Your answer should be the records below, written out exactly.
....
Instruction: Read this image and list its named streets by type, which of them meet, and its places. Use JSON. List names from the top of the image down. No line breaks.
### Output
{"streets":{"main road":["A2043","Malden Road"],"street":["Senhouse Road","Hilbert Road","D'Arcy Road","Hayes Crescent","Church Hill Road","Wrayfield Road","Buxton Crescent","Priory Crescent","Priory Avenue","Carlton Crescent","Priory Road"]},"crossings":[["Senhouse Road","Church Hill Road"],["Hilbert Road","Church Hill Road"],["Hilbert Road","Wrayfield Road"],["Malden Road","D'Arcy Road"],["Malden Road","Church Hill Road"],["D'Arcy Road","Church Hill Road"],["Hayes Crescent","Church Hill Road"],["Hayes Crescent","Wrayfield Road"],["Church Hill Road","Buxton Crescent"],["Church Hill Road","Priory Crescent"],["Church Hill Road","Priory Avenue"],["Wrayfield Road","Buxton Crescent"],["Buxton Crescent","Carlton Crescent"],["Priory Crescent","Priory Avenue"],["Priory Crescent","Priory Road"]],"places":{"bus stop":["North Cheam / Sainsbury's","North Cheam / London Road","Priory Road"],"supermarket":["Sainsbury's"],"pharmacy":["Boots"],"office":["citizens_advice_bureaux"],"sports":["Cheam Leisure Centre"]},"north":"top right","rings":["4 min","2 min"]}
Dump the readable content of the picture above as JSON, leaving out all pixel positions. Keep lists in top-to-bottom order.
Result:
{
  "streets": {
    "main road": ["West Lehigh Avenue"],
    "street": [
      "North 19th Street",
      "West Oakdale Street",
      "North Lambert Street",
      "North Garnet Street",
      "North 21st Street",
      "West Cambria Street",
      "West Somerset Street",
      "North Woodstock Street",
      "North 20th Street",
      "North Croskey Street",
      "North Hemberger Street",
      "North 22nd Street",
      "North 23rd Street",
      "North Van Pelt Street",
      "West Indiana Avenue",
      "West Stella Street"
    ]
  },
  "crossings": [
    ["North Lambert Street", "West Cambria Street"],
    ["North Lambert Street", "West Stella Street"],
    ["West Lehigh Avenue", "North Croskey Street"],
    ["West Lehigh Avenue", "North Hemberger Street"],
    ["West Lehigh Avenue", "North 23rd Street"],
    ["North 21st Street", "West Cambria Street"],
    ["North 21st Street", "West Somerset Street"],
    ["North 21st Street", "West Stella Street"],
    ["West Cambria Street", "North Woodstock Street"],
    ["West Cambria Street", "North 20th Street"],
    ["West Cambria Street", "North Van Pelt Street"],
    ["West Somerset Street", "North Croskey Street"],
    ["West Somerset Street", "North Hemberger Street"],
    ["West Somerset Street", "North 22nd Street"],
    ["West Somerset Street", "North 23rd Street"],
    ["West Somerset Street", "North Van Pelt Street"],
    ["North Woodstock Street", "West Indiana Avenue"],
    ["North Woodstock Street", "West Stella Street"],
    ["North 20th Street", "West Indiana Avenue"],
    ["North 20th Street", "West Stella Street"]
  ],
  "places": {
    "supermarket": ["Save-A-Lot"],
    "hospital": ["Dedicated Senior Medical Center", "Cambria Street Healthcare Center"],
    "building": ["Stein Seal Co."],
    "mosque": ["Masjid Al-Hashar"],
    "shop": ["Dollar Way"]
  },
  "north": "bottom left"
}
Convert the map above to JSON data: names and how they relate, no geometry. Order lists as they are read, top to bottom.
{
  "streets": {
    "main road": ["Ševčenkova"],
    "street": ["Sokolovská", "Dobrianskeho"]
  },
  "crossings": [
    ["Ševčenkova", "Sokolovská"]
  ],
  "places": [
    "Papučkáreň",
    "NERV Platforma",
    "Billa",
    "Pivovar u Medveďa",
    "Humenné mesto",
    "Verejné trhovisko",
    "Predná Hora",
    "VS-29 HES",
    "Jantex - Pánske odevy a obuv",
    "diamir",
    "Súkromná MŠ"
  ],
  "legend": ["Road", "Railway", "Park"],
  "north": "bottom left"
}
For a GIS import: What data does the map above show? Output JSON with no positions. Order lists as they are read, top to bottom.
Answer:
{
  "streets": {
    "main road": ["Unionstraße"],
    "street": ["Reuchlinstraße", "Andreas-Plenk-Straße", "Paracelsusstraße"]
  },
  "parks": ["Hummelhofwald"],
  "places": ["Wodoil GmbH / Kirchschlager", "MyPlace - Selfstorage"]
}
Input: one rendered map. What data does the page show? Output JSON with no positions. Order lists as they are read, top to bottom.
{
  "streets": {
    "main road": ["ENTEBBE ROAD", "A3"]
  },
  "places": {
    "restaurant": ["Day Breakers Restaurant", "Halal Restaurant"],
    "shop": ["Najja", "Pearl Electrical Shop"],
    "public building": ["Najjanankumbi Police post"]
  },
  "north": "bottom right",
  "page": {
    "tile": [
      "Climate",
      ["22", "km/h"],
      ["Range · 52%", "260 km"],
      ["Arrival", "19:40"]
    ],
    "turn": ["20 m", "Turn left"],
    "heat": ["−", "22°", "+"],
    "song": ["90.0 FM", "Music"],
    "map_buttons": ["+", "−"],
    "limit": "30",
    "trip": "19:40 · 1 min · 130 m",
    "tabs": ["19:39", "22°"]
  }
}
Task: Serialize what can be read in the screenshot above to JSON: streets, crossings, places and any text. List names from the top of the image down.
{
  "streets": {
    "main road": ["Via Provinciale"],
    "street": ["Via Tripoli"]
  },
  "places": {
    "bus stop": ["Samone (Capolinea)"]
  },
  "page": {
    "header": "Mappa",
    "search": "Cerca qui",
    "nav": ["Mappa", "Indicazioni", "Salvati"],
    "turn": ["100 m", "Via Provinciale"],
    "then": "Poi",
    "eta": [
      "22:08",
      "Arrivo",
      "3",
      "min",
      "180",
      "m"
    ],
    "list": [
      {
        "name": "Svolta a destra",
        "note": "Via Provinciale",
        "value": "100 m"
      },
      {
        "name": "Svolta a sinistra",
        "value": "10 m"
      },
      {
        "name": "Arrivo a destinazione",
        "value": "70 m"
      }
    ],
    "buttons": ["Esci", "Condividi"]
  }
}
....
### Solved exercise:
Instruction: Read this image and list its named streets by type, which of them meet, and its places. Use JSON. List names from the top of the image down. No line breaks.
### Output
{"streets":{"main road":["A2043","Malden Road"],"street":["Senhouse Road","Hilbert Road","D'Arcy Road","Hayes Crescent","Church Hill Road","Wrayfield Road","Buxton Crescent","Priory Crescent","Priory Avenue","Carlton Crescent","Priory Road"]},"crossings":[["Senhouse Road","Church Hill Road"],["Hilbert Road","Church Hill Road"],["Hilbert Road","Wrayfield Road"],["Malden Road","D'Arcy Road"],["Malden Road","Church Hill Road"],["D'Arcy Road","Church Hill Road"],["Hayes Crescent","Church Hill Road"],["Hayes Crescent","Wrayfield Road"],["Church Hill Road","Buxton Crescent"],["Church Hill Road","Priory Crescent"],["Church Hill Road","Priory Avenue"],["Wrayfield Road","Buxton Crescent"],["Buxton Crescent","Carlton Crescent"],["Priory Crescent","Priory Avenue"],["Priory Crescent","Priory Road"]],"places":{"bus stop":["North Cheam / Sainsbury's","North Cheam / London Road","Priory Road"],"supermarket":["Sainsbury's"],"pharmacy":["Boots"],"office":["citizens_advice_bureaux"],"sports":["Cheam Leisure Centre"]},"north":"top right","rings":["4 min","2 min"]}
Dump the readable content of the picture above as JSON, leaving out all pixel positions. Keep lists in top-to-bottom order.
Result:
{
  "streets": {
    "main road": ["West Lehigh Avenue"],
    "street": [
      "North 19th Street",
      "West Oakdale Street",
      "North Lambert Street",
      "North Garnet Street",
      "North 21st Street",
      "West Cambria Street",
      "West Somerset Street",
      "North Woodstock Street",
      "North 20th Street",
      "North Croskey Street",
      "North Hemberger Street",
      "North 22nd Street",
      "North 23rd Street",
      "North Van Pelt Street",
      "West Indiana Avenue",
      "West Stella Street"
    ]
  },
  "crossings": [
    ["North Lambert Street", "West Cambria Street"],
    ["North Lambert Street", "West Stella Street"],
    ["West Lehigh Avenue", "North Croskey Street"],
    ["West Lehigh Avenue", "North Hemberger Street"],
    ["West Lehigh Avenue", "North 23rd Street"],
    ["North 21st Street", "West Cambria Street"],
    ["North 21st Street", "West Somerset Street"],
    ["North 21st Street", "West Stella Street"],
    ["West Cambria Street", "North Woodstock Street"],
    ["West Cambria Street", "North 20th Street"],
    ["West Cambria Street", "North Van Pelt Street"],
    ["West Somerset Street", "North Croskey Street"],
    ["West Somerset Street", "North Hemberger Street"],
    ["West Somerset Street", "North 22nd Street"],
    ["West Somerset Street", "North 23rd Street"],
    ["West Somerset Street", "North Van Pelt Street"],
    ["North Woodstock Street", "West Indiana Avenue"],
    ["North Woodstock Street", "West Stella Street"],
    ["North 20th Street", "West Indiana Avenue"],
    ["North 20th Street", "West Stella Street"]
  ],
  "places": {
    "supermarket": ["Save-A-Lot"],
    "hospital": ["Dedicated Senior Medical Center", "Cambria Street Healthcare Center"],
    "building": ["Stein Seal Co."],
    "mosque": ["Masjid Al-Hashar"],
    "shop": ["Dollar Way"]
  },
  "north": "bottom left"
}
Convert the map above to JSON data: names and how they relate, no geometry. Order lists as they are read, top to bottom.
{
  "streets": {
    "main road": ["Ševčenkova"],
    "street": ["Sokolovská", "Dobrianskeho"]
  },
  "crossings": [
    ["Ševčenkova", "Sokolovská"]
  ],
  "places": [
    "Papučkáreň",
    "NERV Platforma",
    "Billa",
    "Pivovar u Medveďa",
    "Humenné mesto",
    "Verejné trhovisko",
    "Predná Hora",
    "VS-29 HES",
    "Jantex - Pánske odevy a obuv",
    "diamir",
    "Súkromná MŠ"
  ],
  "legend": ["Road", "Railway", "Park"],
  "north": "bottom left"
}
For a GIS import: What data does the map above show? Output JSON with no positions. Order lists as they are read, top to bottom.
Answer:
{
  "streets": {
    "main road": ["Unionstraße"],
    "street": ["Reuchlinstraße", "Andreas-Plenk-Straße", "Paracelsusstraße"]
  },
  "parks": ["Hummelhofwald"],
  "places": ["Wodoil GmbH / Kirchschlager", "MyPlace - Selfstorage"]
}
Input: one rendered map. What data does the page show? Output JSON with no positions. Order lists as they are read, top to bottom.
{
  "streets": {
    "main road": ["ENTEBBE ROAD", "A3"]
  },
  "places": {
    "restaurant": ["Day Breakers Restaurant", "Halal Restaurant"],
    "shop": ["Najja", "Pearl Electrical Shop"],
    "public building": ["Najjanankumbi Police post"]
  },
  "north": "bottom right",
  "page": {
    "tile": [
      "Climate",
      ["22", "km/h"],
      ["Range · 52%", "260 km"],
      ["Arrival", "19:40"]
    ],
    "turn": ["20 m", "Turn left"],
    "heat": ["−", "22°", "+"],
    "song": ["90.0 FM", "Music"],
    "map_buttons": ["+", "−"],
    "limit": "30",
    "trip": "19:40 · 1 min · 130 m",
    "tabs": ["19:39", "22°"]
  }
}
Task: Serialize what can be read in the screenshot above to JSON: streets, crossings, places and any text. List names from the top of the image down.
{
  "streets": {
    "main road": ["Via Provinciale"],
    "street": ["Via Tripoli"]
  },
  "places": {
    "bus stop": ["Samone (Capolinea)"]
  },
  "page": {
    "header": "Mappa",
    "search": "Cerca qui",
    "nav": ["Mappa", "Indicazioni", "Salvati"],
    "turn": ["100 m", "Via Provinciale"],
    "then": "Poi",
    "eta": [
      "22:08",
      "Arrivo",
      "3",
      "min",
      "180",
      "m"
    ],
    "list": [
      {
        "name": "Svolta a destra",
        "note": "Via Provinciale",
        "value": "100 m"
      },
      {
        "name": "Svolta a sinistra",
        "value": "10 m"
      },
      {
        "name": "Arrivo a destinazione",
        "value": "70 m"
      }
    ],
    "buttons": ["Esci", "Condividi"]
  }
}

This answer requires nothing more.